Manet, Ritorno a Venezia è il titolo della mostra allestita dalla Fondazione Musei Civici di Venezia, fino al 18 agosto, nelle sale di Palazzo Ducale. Ottanta all’incirca le opere, suddivise tra dipinti, disegni e incisioni. Fondamentale per la presenza cospicua di opere, la collaborazione con il Musée D’Orsay di Parigi, che conserva il maggior numero di capolavori del pittore francese. Riemerge così a Venezia l'anima italiana di Édouard Manet: la mostra ha infatti l’onore di svelare la dipendenza della lezione italiana per l'artista parigino. I suoi modelli furono vicini alla pittura italiana del Rinascimento, come dimostra l’esposizione al Palazzo Ducale, dove il pubblico può ammirare alcune delle opere ispirate ai grandi pittori veneziani del Cinquecento, da Tiziano a Tintoretto a Lotto in particolare. Édouard Manet fu il precursore dell’Impressionismo e la sua fonte vede una discendenza nitida dall’opera di Velázquez e di Francisco Goya. Ma la passione per l’arte italiana creò in lui un legame intensa con quegli stilemi, di cui da piena dimostrazione l’esposizione veneziana, che metterà finalmente in luce il suo rapporto stringente con l’Italia e la città lagunare.
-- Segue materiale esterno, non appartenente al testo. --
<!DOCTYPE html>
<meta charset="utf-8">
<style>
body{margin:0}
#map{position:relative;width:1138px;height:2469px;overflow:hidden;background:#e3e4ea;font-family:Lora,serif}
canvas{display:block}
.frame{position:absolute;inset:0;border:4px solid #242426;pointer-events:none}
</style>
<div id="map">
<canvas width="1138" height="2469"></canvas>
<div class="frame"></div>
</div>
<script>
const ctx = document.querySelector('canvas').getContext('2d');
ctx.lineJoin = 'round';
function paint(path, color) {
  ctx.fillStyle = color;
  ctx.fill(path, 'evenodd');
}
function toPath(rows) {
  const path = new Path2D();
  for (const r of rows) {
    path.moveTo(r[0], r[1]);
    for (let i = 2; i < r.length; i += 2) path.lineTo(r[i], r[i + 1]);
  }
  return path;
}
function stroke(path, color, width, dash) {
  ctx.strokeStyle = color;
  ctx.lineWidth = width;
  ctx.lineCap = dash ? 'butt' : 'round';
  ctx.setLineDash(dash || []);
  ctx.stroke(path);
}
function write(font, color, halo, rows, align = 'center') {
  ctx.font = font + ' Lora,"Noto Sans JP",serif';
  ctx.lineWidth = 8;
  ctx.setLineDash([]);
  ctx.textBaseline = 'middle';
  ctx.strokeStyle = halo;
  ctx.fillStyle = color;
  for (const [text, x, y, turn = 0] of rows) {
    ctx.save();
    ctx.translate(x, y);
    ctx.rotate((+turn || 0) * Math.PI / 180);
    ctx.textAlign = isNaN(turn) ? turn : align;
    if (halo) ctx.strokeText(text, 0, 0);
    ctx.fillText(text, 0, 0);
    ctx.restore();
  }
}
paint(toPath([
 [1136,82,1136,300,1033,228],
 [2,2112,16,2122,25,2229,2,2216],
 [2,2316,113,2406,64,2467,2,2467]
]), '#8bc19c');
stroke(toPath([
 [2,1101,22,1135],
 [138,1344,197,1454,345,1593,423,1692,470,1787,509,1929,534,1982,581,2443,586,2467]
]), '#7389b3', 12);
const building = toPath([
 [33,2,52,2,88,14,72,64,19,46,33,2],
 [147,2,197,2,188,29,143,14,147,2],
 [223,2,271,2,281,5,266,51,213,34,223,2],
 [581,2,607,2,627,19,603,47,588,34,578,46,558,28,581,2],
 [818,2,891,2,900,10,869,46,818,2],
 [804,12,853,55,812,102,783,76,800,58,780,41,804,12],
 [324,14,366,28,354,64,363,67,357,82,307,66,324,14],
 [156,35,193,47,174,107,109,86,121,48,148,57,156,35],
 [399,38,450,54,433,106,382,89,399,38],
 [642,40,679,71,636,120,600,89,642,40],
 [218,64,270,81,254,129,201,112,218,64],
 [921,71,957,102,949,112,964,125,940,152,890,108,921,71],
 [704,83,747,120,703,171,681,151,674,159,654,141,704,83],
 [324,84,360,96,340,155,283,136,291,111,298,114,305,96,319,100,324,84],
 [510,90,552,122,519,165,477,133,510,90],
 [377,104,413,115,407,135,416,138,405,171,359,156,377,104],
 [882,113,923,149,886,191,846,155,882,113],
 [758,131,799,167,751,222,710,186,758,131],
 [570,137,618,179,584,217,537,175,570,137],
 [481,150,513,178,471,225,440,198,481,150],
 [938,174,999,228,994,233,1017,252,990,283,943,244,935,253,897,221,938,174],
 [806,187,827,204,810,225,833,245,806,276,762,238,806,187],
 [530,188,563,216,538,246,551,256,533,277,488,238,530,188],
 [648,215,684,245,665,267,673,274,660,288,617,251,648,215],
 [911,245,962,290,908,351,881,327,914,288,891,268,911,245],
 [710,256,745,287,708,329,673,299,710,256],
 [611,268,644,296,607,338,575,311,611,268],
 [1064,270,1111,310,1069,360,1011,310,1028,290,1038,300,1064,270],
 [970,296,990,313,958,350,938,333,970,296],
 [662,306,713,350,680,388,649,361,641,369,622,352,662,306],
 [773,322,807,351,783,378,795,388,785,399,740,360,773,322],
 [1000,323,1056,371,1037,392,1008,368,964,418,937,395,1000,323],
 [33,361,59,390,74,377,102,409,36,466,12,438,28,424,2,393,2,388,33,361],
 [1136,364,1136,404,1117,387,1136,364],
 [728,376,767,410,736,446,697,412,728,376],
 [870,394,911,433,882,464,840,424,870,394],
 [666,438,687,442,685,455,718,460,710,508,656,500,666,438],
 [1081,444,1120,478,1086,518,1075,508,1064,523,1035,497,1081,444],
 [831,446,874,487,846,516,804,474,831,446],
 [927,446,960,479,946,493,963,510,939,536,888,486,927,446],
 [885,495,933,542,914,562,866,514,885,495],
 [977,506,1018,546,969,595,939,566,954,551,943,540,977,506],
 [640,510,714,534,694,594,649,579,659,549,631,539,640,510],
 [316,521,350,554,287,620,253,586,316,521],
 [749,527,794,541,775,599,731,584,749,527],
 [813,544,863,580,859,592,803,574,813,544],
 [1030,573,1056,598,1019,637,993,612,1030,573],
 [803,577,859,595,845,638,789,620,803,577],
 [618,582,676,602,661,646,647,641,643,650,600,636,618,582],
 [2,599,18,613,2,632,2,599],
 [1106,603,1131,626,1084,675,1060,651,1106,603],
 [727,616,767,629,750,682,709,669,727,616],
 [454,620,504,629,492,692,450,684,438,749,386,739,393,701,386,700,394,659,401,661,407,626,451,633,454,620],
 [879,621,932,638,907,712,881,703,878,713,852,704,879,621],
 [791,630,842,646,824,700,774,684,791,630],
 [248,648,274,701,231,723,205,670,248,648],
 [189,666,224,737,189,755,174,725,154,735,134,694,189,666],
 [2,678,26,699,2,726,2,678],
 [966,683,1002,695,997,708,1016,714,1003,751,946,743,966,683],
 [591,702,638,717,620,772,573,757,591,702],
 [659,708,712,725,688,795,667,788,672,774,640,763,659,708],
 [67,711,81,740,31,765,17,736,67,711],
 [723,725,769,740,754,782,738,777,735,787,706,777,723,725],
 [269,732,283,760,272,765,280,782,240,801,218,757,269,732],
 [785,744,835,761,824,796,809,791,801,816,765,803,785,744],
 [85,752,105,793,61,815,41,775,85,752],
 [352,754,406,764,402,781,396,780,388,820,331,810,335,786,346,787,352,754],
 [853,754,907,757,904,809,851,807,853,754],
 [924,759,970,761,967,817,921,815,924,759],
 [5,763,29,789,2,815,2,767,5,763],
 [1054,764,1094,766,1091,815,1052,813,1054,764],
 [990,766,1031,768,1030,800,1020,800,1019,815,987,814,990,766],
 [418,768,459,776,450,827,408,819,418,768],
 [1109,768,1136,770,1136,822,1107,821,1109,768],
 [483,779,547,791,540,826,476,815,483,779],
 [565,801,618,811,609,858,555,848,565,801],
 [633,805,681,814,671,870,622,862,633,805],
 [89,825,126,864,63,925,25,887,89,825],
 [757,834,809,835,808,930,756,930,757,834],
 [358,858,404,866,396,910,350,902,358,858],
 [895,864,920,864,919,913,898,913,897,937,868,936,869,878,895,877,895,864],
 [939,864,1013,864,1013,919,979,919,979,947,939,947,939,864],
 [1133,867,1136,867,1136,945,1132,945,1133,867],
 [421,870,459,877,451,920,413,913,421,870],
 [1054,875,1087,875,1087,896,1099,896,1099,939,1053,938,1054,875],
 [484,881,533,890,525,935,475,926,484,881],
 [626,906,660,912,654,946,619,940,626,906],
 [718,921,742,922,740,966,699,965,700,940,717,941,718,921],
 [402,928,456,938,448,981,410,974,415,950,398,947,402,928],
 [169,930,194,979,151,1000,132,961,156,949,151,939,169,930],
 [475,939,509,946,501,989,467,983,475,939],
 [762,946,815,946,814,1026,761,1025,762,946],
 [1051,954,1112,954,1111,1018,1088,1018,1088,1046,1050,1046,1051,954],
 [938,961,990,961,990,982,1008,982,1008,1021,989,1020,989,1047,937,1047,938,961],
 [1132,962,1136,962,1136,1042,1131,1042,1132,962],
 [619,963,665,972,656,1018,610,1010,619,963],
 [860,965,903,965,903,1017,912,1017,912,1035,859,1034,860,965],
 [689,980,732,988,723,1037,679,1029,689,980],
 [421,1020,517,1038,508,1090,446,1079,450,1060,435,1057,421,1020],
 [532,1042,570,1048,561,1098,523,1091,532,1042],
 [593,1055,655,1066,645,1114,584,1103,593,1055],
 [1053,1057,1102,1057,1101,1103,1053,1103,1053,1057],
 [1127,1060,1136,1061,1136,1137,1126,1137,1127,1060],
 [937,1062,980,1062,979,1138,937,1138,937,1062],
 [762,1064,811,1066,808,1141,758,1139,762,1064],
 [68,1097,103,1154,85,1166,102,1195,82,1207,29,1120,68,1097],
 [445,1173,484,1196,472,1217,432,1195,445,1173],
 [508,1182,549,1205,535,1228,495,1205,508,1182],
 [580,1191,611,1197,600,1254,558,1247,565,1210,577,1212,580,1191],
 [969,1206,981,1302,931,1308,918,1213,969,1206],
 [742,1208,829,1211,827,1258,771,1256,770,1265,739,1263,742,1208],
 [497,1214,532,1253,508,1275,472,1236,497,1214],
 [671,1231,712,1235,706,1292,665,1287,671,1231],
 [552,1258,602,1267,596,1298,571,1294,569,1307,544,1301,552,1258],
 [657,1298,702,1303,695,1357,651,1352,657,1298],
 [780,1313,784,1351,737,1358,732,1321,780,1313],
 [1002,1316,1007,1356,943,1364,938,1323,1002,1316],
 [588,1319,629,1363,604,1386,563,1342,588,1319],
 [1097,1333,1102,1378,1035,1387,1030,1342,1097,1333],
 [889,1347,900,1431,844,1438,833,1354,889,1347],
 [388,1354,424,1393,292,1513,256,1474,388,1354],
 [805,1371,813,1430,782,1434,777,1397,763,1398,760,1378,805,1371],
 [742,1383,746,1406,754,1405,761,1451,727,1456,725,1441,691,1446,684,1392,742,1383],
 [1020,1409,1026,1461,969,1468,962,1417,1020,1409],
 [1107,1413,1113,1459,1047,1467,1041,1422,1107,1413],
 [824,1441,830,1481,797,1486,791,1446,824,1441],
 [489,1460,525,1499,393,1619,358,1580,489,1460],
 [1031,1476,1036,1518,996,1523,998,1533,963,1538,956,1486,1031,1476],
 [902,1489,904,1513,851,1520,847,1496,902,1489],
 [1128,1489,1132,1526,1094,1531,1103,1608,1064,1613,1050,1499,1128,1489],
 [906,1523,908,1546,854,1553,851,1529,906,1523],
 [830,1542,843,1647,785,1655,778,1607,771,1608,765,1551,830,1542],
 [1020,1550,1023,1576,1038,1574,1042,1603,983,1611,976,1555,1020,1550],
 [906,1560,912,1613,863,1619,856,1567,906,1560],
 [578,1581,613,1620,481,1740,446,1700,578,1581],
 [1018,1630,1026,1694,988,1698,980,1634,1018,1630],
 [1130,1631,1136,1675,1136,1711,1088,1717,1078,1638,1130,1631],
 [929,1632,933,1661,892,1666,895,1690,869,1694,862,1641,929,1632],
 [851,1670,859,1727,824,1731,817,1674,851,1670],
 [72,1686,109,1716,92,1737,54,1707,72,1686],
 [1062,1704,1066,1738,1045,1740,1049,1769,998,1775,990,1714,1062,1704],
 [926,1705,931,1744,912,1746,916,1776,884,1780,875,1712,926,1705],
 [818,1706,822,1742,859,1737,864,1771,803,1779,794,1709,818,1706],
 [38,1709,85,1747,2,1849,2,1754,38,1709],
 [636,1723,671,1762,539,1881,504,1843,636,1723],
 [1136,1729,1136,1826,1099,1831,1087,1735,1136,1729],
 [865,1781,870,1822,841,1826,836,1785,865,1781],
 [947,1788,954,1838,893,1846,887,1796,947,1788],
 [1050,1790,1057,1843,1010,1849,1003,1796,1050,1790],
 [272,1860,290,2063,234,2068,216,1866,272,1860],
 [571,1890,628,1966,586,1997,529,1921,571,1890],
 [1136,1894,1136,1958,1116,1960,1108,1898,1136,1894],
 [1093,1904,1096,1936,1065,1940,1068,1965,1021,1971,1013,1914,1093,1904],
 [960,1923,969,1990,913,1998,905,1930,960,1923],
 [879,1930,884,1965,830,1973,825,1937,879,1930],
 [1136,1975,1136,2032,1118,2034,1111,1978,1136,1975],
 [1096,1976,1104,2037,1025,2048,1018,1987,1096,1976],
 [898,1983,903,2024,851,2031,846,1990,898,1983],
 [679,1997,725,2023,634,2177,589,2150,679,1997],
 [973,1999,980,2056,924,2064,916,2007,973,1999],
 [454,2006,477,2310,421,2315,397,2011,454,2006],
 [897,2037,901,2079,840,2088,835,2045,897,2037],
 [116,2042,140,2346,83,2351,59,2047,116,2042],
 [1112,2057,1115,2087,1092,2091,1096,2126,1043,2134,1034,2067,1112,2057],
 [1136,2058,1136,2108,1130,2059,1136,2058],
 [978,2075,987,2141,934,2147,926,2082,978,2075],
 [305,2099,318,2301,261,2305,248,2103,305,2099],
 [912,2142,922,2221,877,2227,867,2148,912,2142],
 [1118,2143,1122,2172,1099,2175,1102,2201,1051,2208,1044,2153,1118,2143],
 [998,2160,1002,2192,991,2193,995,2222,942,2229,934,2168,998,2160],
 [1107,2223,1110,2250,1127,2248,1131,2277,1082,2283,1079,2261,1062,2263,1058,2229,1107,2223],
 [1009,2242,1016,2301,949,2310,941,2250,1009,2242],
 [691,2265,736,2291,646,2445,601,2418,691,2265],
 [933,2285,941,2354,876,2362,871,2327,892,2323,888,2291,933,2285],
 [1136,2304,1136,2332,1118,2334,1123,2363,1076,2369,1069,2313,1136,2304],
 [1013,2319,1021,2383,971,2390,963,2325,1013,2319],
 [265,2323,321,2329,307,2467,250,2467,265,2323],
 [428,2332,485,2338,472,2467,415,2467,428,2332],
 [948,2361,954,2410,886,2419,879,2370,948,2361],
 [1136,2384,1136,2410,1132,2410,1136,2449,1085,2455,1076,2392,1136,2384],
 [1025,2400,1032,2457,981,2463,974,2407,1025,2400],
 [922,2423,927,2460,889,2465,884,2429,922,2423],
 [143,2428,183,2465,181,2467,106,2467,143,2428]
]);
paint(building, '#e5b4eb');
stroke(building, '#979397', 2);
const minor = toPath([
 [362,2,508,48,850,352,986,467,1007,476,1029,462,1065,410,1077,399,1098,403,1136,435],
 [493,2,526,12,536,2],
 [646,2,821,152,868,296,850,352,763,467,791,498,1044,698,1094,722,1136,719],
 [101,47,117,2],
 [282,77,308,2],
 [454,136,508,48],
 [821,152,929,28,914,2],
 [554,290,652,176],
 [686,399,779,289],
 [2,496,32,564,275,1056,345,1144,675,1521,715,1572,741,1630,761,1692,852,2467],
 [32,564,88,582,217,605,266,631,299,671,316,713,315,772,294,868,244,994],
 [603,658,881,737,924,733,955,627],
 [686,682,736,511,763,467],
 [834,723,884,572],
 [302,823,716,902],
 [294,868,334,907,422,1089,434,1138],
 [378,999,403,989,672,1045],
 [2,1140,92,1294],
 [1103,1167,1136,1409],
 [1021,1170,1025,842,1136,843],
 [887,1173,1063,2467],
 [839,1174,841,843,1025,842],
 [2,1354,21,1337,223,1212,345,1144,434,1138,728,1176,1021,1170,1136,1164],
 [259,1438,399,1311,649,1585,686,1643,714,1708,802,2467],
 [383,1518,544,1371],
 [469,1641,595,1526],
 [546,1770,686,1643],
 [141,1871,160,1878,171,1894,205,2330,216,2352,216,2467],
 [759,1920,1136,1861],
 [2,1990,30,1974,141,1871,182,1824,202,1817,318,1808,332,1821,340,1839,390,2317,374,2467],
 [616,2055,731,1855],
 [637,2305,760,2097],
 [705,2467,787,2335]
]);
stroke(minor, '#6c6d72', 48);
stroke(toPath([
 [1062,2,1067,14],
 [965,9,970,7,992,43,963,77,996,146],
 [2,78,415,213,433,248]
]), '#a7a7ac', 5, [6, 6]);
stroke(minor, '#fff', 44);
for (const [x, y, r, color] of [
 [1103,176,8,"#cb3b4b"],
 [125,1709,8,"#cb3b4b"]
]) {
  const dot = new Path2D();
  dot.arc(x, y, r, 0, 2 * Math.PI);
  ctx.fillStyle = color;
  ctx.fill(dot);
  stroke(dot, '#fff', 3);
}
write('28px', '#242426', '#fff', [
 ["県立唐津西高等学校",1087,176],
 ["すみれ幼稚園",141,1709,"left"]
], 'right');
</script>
Se Le Déjeuner sur l’herbe e l’Olympia (1863) sono chiaramente variazioni da Tiziano Vecellio e due splendide testimonianze della relazione di Manet con l’arte italiana, ancora molti sono gli esempi della profonda conoscenza dell’eredità di Venezia, Firenze e Roma, da parte del grande pittore, che la mostra saprà svelare. L’itinerario dell’esposizione, che percorre, attraverso grandi capolavori come Le fifre (1866), La lecture (1865-73), Le balcon (1869), Portrait de Mallarmé (1876 ca.), tutta la sua vita artistica, si apre con una serie di libere interpretazioni di antichi dipinti, affreschi e sculture che Manet vide durante i suoi due primi viaggi in Italia, nel 1853 e nel 1857. L’Italia del resto non è assente neppure nei dipinti di Manet più legati alla Spagna: la sua pittura religiosa si nutre tanto di Tiziano e Andrea del Sarto quanto di El Greco e Velázquez. Le sue silenti nature morte, dietro alla fedeltà alle formule olandesi, riservano molte sorprese che non solo rimandano alla tradizione nordica, ma sembrano anche ispirarsi a un vigore cromatico e costruttivo tutto italiano.
Quando il pittore si avvicina definitivamente alla “moderna” Parigi, la sua pittura non tralascia la memoria italiana, ma ne resta intrisa di ricordi. Le tele di Lotto e di Carpaccio, pensiamo alle Due dame veneziane affiancate in mostra a Le Balcon, raccontano di questi legami. L'accostamento della sfrontata Olympia alla Venere di Urbino prestata in via del tutto eccezionale dal Museo degli Uffizi, mina così definitivamente convenzioni fin troppo ripetute, ovvero che l'arte francese, e quella di Édouard in particolare, abbia raggiunto la propria indipendenza, sincerità e naturalezza solo nel respingere l'influenza del classicismo italiano. Ed è davvero emozionante vedere come la lezione tizianesca sia stata rivisitata eliminando certo – e la cosa è posta in risalto dal confronto ravvicinato – lo sfumato e i chiaroscuri e imponendo la linea fortemente tratteggiata, secondo un cromatismo di contrasto e di rapida stesura del colore, eppure avendo sempre come presenza costante di riferimento la celeberrima esecuzione del maestro veneto.
Il 1874, anno della I° Esposizione dei Pittori Impressionisti, è anche quello del suo terzo viaggio in Italia, dove ritrova anche la città amata da Turner e Byron, che immortala in due piccole tele, raffiguranti il Canal Grande. È quasi un incrociarsi con l’atmosfera già modernissima dell’ultimo Guardi. In questi due piccoli ma magistrali dipinti, che fungeranno da modello per molta pittura veneziana allo scorcio del XIX secolo, l’aria è così trasparente da far cantare le tonalità dei blu e dei bianchi della sua tavolozza come non mai. E anche nel suo celebre Bal masqué à l’Opéra (ora a Washington), rifiutato quell’anno dai giurati del Salon parigino, risuonano le musiche degli amori mascherati e del gioco ambiguo dell’identità, che sicuramente ha conosciuto attraverso l’opera del veneziano Pietro Longhi. Il terzo momento italiano della sua carriera parla delle ultime esperienze di un artista, che la morte stronca a soli 51 anni (1883). L’ultimo Manet, diviso tra l’esaltazione dei parigini à la page e la svolta repubblicana del 1879, fa gioire la pittura e infiammerà il Salon all’esposizione.